[Exercise description] Among the entries below, count the lines with "grid" in them and state the total without comment.

----- Dataset records

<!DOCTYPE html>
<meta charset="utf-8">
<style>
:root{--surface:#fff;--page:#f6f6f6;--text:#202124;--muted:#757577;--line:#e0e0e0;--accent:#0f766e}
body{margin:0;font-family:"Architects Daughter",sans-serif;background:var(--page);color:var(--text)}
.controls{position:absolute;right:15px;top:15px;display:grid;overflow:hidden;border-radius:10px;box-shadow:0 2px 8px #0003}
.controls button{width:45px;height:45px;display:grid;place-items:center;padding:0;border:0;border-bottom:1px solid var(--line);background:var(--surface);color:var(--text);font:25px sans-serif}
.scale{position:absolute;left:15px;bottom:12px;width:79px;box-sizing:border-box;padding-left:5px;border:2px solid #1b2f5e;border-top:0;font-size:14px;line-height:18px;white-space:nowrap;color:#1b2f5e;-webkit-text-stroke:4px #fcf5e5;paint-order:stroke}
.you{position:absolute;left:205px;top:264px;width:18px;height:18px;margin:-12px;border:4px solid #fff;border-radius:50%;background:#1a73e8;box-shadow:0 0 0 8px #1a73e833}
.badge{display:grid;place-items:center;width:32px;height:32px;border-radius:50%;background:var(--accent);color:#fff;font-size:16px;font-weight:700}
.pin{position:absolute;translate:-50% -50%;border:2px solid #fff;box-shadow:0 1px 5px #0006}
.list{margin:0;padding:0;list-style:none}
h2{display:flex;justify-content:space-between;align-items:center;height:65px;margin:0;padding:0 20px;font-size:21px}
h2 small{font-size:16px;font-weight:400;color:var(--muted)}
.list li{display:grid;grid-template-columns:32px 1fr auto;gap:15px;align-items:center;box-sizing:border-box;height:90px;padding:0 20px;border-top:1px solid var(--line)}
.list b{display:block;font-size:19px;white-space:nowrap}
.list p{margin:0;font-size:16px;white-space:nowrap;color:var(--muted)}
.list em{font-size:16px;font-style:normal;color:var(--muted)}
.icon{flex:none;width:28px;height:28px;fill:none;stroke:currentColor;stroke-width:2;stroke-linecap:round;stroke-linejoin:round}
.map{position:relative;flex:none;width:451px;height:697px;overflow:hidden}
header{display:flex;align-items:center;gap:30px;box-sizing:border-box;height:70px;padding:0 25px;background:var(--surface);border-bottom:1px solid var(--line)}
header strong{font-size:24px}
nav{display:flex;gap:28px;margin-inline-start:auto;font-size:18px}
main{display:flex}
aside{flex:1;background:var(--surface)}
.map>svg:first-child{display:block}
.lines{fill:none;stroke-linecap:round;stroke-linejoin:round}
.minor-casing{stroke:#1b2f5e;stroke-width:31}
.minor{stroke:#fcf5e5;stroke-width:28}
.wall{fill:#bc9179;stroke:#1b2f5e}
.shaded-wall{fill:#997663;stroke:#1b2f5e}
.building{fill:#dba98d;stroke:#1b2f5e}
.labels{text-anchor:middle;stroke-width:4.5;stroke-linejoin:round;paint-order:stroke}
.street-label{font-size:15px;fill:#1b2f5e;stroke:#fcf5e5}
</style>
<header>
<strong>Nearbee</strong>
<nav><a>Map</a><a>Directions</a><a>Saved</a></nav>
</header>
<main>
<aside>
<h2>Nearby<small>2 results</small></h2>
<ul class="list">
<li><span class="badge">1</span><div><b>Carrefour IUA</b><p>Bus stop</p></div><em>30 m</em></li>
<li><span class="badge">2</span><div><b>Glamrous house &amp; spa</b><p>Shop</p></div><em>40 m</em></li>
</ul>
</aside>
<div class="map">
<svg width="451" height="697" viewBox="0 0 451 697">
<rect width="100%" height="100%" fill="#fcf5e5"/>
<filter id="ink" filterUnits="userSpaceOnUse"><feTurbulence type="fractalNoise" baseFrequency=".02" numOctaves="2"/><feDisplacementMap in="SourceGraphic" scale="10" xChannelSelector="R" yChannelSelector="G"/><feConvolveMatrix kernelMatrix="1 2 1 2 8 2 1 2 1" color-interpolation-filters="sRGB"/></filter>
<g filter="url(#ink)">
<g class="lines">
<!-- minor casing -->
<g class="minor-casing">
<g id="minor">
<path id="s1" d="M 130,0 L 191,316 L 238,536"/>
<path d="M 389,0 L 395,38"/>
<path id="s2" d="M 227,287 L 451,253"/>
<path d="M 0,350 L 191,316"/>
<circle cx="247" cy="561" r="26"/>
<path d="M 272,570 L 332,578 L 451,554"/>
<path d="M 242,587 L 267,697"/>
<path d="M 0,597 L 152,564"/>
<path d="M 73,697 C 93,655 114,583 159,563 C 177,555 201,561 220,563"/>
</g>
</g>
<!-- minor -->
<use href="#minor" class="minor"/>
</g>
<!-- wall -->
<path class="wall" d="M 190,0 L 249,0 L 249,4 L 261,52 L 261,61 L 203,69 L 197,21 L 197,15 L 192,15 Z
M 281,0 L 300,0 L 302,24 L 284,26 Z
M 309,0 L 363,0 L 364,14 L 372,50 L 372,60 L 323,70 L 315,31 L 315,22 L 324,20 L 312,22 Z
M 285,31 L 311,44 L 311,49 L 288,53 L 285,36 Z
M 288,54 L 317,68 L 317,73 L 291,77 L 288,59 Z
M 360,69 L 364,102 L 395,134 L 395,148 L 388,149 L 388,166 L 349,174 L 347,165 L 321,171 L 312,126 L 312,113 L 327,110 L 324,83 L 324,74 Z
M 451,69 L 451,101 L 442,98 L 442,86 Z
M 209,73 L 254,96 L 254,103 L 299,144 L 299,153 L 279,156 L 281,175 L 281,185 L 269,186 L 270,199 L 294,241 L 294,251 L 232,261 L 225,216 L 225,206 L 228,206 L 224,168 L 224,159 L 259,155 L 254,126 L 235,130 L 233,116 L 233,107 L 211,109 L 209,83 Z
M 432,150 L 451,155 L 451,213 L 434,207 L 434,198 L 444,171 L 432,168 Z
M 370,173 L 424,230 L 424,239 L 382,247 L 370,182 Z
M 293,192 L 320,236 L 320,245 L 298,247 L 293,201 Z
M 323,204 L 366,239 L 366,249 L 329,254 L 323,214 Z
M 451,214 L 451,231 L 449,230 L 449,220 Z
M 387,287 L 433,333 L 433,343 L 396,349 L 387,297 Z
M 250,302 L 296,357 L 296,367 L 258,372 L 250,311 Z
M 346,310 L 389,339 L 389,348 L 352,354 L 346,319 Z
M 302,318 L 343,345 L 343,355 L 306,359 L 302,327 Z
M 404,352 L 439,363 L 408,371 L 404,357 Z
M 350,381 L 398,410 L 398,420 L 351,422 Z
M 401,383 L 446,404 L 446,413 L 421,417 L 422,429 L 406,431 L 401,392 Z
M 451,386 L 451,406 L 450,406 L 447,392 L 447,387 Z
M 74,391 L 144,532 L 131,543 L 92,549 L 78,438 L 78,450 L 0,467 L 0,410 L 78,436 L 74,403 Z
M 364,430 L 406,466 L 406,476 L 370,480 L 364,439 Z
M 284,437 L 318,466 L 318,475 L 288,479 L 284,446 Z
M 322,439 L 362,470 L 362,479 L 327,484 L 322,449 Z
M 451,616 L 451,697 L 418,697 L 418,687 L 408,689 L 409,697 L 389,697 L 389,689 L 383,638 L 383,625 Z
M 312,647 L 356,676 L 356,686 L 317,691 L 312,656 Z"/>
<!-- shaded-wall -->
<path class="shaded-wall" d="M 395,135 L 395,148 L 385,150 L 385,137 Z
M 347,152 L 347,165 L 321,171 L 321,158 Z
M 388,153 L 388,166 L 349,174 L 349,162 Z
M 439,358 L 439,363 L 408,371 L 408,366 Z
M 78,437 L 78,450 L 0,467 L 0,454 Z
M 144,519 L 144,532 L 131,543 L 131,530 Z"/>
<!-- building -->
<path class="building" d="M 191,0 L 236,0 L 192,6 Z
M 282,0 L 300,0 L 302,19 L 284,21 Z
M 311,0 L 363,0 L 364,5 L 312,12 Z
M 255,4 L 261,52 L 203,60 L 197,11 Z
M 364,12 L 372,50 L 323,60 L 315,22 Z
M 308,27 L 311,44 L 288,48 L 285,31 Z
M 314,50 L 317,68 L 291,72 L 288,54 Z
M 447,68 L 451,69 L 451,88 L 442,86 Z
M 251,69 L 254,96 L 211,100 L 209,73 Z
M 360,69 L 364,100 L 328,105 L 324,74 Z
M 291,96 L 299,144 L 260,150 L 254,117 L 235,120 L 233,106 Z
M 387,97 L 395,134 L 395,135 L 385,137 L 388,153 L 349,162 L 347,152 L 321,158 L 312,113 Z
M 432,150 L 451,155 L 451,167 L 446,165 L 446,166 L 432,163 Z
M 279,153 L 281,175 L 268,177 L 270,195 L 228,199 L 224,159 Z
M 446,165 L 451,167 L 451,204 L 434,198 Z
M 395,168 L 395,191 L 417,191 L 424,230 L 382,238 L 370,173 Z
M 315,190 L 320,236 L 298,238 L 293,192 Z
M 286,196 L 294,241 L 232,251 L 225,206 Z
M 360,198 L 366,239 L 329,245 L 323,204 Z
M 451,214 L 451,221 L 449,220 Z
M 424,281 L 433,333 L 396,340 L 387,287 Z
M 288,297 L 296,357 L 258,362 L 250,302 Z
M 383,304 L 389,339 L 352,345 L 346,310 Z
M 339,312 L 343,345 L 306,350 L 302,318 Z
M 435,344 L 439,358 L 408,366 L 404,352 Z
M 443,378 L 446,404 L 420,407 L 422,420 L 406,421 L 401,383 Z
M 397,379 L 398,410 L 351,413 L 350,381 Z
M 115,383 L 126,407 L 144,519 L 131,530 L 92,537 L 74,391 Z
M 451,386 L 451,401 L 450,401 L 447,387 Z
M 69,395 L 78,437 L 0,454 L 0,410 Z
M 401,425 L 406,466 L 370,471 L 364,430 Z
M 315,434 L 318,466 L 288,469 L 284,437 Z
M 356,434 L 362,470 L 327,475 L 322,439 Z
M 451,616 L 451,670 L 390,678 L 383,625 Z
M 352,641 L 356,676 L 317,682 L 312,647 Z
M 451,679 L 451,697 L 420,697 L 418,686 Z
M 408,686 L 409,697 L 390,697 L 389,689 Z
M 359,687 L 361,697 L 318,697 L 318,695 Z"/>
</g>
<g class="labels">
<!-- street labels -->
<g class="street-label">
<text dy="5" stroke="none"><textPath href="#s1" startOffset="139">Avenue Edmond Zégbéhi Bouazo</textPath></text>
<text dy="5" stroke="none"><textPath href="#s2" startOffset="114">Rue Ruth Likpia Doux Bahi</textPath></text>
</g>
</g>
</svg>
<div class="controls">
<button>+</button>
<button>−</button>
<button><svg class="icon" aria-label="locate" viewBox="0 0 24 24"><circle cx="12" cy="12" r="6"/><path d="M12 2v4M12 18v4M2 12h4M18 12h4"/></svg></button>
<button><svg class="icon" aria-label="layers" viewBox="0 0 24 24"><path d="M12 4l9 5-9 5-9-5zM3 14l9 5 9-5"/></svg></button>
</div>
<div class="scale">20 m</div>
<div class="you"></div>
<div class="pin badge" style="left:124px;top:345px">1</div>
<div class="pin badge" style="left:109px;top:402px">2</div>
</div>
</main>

----------

[Task output] 4